A few thoughts before I stumble out to refresh the cigarette supply:

* Digby is particularly good, if you haven't caught this post yet, on W's pathological need to clear brush:
You can't compare this to his bicycling or running obsessions, because those have a certain meditative yet thrilling physical challenge. This is something else entirely. This is the the only thing he can think of to do when he isn't running or biking. Mindless, loud, repetitive manual labor. It's like obsessively jackhammering sidewalks for fun.

* Hi Ann! One of the few visitors I've had since starting this irrelevance has been someone from Madison, Wisconsin, visiting the "Althouse or Altmouse?" update. This is not very significant in and of itself, but it gives me an excuse to point out that her site is the top result if you Google goose excrement.
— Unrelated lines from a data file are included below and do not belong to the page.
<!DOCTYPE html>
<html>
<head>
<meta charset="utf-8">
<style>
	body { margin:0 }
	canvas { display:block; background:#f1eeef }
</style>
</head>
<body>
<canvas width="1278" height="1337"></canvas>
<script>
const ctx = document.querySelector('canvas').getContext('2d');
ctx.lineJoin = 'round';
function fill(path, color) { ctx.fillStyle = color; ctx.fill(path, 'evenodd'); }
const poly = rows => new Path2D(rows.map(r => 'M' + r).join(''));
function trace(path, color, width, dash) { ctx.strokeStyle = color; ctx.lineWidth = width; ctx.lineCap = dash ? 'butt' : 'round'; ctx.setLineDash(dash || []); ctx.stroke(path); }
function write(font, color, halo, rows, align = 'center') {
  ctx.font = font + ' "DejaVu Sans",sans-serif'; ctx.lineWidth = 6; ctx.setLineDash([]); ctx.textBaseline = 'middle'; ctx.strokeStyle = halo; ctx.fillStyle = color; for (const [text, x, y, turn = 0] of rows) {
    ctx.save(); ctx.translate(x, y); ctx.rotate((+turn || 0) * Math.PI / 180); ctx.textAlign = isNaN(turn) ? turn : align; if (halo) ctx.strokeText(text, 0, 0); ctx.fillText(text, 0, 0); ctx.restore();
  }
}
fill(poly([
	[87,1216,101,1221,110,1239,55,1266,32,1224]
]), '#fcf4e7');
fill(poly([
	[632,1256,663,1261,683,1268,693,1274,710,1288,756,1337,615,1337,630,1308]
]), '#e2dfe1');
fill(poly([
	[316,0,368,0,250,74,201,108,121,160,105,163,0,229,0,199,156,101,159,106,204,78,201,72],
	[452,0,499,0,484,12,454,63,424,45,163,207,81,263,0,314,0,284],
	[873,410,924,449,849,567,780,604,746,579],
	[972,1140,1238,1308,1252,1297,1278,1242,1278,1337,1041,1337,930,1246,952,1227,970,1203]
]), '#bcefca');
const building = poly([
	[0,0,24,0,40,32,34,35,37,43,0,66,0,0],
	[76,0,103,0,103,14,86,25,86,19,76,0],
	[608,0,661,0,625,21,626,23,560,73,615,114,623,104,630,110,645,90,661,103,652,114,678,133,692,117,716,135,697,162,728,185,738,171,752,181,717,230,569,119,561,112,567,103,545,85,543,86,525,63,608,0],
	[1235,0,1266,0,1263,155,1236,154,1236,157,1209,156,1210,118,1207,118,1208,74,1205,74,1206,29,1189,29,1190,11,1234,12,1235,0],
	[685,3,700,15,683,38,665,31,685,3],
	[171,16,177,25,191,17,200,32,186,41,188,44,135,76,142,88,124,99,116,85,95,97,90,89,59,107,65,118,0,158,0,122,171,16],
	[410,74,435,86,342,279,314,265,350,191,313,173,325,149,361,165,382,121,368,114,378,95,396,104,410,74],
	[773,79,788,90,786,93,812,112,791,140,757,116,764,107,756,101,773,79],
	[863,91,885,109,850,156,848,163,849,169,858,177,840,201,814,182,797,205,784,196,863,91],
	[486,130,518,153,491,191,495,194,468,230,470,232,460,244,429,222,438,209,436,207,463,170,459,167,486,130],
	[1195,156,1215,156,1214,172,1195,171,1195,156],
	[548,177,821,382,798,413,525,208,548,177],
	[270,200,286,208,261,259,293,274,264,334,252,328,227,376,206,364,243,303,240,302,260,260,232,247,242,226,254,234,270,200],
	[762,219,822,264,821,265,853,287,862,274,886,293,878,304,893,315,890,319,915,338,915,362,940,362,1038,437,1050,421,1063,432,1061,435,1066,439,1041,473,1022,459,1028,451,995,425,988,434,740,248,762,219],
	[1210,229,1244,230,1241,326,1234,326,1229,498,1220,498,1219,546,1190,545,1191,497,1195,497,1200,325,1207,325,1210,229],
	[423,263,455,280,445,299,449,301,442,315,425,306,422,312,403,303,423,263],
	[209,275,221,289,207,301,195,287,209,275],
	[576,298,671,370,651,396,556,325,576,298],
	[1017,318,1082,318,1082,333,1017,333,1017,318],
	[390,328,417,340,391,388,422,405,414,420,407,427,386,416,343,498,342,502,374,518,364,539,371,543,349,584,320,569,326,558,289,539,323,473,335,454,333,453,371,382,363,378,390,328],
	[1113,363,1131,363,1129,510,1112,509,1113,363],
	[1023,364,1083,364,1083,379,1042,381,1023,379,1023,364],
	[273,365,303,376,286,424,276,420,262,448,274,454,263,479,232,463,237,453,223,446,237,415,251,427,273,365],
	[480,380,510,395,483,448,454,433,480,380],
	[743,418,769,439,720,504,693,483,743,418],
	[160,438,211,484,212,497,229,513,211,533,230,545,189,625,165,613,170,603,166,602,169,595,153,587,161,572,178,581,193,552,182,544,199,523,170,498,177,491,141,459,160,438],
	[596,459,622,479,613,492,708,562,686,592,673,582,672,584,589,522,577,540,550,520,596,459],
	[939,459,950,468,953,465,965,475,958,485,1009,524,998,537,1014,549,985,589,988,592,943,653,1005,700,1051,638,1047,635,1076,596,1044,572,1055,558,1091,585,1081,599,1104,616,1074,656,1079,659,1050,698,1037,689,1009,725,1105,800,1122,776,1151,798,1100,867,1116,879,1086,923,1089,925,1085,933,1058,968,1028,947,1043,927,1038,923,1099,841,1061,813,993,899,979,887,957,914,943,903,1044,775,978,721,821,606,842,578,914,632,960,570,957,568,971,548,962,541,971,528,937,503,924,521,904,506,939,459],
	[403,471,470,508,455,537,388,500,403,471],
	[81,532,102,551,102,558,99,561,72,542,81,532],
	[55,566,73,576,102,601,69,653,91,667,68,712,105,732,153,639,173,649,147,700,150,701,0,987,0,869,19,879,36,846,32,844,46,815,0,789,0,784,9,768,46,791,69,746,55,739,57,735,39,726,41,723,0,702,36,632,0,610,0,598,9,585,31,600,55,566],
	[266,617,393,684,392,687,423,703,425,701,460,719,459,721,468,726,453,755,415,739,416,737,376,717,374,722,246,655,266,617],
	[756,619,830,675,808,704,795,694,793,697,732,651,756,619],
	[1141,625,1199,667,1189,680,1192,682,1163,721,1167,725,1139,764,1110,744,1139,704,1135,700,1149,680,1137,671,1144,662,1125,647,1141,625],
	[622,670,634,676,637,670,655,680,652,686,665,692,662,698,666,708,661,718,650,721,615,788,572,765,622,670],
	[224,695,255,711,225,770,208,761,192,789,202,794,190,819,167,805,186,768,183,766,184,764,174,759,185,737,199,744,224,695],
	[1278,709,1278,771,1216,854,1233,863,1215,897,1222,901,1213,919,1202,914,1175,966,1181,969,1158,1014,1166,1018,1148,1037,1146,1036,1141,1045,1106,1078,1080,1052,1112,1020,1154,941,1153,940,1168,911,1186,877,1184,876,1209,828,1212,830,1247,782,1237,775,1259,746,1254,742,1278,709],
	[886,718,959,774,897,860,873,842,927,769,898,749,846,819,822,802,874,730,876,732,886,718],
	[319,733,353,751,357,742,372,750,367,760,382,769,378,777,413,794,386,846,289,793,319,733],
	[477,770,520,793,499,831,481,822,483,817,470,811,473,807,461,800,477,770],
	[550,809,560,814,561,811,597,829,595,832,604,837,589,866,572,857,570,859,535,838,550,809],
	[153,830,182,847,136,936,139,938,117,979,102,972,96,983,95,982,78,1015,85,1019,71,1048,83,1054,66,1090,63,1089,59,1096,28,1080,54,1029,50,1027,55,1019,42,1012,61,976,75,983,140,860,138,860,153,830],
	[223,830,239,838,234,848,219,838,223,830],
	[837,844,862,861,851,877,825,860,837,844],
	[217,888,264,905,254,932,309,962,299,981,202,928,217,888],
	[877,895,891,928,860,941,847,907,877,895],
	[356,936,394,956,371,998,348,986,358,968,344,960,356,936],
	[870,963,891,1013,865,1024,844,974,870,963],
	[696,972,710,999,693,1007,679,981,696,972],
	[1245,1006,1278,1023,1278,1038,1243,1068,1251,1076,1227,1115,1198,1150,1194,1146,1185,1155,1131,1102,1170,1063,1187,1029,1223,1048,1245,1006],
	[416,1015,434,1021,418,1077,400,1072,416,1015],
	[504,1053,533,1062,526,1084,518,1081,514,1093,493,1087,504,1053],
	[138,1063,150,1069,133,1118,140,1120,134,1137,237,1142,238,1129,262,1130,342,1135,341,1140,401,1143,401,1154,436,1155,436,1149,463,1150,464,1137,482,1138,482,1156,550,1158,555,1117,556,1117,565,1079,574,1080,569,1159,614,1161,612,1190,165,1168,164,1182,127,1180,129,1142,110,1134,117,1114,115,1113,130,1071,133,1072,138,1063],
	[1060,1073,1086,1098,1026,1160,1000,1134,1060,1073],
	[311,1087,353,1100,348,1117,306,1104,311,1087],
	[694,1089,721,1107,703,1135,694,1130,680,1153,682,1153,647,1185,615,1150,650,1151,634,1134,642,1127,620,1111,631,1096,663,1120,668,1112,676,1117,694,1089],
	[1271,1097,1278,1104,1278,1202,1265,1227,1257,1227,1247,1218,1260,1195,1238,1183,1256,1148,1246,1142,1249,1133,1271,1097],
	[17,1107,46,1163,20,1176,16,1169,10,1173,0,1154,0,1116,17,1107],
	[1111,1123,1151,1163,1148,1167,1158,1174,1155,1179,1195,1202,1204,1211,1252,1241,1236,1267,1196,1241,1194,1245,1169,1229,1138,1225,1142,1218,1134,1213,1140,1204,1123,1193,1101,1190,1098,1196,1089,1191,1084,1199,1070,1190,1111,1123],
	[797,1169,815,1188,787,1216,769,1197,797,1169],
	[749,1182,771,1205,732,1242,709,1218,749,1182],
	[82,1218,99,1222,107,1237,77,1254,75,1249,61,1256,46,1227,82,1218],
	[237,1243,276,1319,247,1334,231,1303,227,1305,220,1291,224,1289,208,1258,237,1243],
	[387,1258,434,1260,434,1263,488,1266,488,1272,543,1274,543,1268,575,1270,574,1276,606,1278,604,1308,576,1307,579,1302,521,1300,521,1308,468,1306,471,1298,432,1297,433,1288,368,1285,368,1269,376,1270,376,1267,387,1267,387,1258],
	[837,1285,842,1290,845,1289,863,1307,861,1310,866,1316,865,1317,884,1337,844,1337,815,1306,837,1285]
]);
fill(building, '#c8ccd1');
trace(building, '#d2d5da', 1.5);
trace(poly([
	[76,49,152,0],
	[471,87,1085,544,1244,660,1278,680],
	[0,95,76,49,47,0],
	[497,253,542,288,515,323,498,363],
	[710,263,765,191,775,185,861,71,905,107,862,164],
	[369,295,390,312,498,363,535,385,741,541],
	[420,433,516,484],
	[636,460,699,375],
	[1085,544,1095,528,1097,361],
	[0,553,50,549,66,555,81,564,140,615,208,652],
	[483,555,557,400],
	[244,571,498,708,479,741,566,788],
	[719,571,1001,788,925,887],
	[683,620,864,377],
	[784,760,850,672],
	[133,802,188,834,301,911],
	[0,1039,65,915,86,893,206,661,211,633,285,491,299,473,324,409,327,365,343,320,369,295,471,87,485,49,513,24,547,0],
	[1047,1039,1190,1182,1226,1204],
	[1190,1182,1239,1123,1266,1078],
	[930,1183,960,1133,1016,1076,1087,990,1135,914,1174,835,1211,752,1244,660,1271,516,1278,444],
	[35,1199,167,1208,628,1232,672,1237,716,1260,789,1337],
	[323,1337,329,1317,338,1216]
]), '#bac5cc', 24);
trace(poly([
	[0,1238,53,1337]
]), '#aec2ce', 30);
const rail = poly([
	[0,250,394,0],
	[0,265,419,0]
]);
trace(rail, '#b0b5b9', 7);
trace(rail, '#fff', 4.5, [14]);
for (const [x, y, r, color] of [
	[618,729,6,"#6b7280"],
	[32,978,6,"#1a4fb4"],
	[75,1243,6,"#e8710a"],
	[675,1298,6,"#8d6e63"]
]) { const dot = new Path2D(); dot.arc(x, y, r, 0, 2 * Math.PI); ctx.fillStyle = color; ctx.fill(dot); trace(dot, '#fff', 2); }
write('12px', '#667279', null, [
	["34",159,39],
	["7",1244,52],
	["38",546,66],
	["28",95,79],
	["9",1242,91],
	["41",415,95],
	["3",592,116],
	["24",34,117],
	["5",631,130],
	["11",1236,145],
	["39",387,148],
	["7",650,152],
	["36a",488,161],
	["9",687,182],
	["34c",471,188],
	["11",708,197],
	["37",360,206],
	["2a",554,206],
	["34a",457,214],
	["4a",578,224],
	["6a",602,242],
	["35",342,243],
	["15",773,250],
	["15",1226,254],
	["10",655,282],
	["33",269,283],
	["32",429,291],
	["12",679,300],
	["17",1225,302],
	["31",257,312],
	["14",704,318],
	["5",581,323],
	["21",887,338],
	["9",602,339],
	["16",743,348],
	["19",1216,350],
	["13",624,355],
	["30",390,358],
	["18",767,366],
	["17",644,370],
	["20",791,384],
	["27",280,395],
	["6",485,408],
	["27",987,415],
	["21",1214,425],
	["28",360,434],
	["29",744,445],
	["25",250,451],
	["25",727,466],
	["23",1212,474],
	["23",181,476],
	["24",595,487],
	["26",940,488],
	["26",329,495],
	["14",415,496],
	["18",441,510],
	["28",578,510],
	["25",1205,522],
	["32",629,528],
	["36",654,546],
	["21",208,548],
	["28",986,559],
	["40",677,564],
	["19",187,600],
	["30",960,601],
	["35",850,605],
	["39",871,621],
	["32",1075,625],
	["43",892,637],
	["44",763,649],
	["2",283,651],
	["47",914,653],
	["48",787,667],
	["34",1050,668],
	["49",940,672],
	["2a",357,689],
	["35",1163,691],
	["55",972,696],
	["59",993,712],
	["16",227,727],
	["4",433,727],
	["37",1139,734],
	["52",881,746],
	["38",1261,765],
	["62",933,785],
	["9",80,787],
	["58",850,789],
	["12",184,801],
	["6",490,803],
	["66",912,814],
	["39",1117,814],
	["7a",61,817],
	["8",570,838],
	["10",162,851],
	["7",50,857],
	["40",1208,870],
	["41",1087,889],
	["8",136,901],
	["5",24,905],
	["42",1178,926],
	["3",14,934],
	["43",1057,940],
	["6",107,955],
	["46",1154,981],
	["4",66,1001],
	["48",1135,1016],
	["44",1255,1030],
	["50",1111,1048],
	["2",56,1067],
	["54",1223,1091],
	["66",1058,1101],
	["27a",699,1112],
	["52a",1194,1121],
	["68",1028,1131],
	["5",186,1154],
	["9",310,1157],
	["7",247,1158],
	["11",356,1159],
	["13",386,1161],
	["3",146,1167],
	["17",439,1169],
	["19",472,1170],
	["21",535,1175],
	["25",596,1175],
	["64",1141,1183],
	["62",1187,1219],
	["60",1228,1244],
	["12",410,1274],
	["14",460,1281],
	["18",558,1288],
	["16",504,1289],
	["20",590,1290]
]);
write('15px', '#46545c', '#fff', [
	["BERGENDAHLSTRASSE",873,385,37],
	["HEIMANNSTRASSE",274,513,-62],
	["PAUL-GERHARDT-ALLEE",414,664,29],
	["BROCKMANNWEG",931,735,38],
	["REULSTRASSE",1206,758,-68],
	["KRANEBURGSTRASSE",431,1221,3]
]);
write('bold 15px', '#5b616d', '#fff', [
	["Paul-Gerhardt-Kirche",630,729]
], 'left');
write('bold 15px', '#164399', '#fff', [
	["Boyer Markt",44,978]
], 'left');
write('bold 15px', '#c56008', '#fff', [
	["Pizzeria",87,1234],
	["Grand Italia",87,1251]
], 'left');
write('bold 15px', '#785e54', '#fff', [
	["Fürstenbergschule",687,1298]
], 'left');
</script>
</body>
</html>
What doth the new year hold....

2006 predictions:

DeLay acquitted in laundering trial.
DeLay indicted by feds wrt Abramoff.
Rove indicted by Fitz's grand jury.
Congress holds wiretap hearings.
Wiretap hearings end up going nowhere; GOP + Liberman decide legality is "iffy," impeachment would be extreme.
W approval ratings languish around 40.
Democrats pick up House and Senate seats, but don't take majority in either house.
Time names Blog of the Year.
Nothing much changes in Iraq; sectarian violence continues but US troop presence staves off inevitable all-out civil war.
Some sharks bite some guys.
Some white women go missing for a few days.
A nasty hurricane hits Florida. Local Democratic city comptroller blamed for inadequate response.
Massachusetts does not fall into ocean or go up in flames.
Limbaugh charged by FL prosecutor.
Santorum booted out on ass by Casey.
Paul Hackett loses senate race 51-49.
Deficit around $350 billion.
Katherine Harris drops out of senate race; poses for Playboy.
Tony Blair forced out of office by overseas torture scandals.
Playboy goes bankrupt.
John Gibson and O'Reilly say a bunch of stupid shit, nobody pays attention to them, until they gin up the War on Xmas again, the day after Thanksgiving.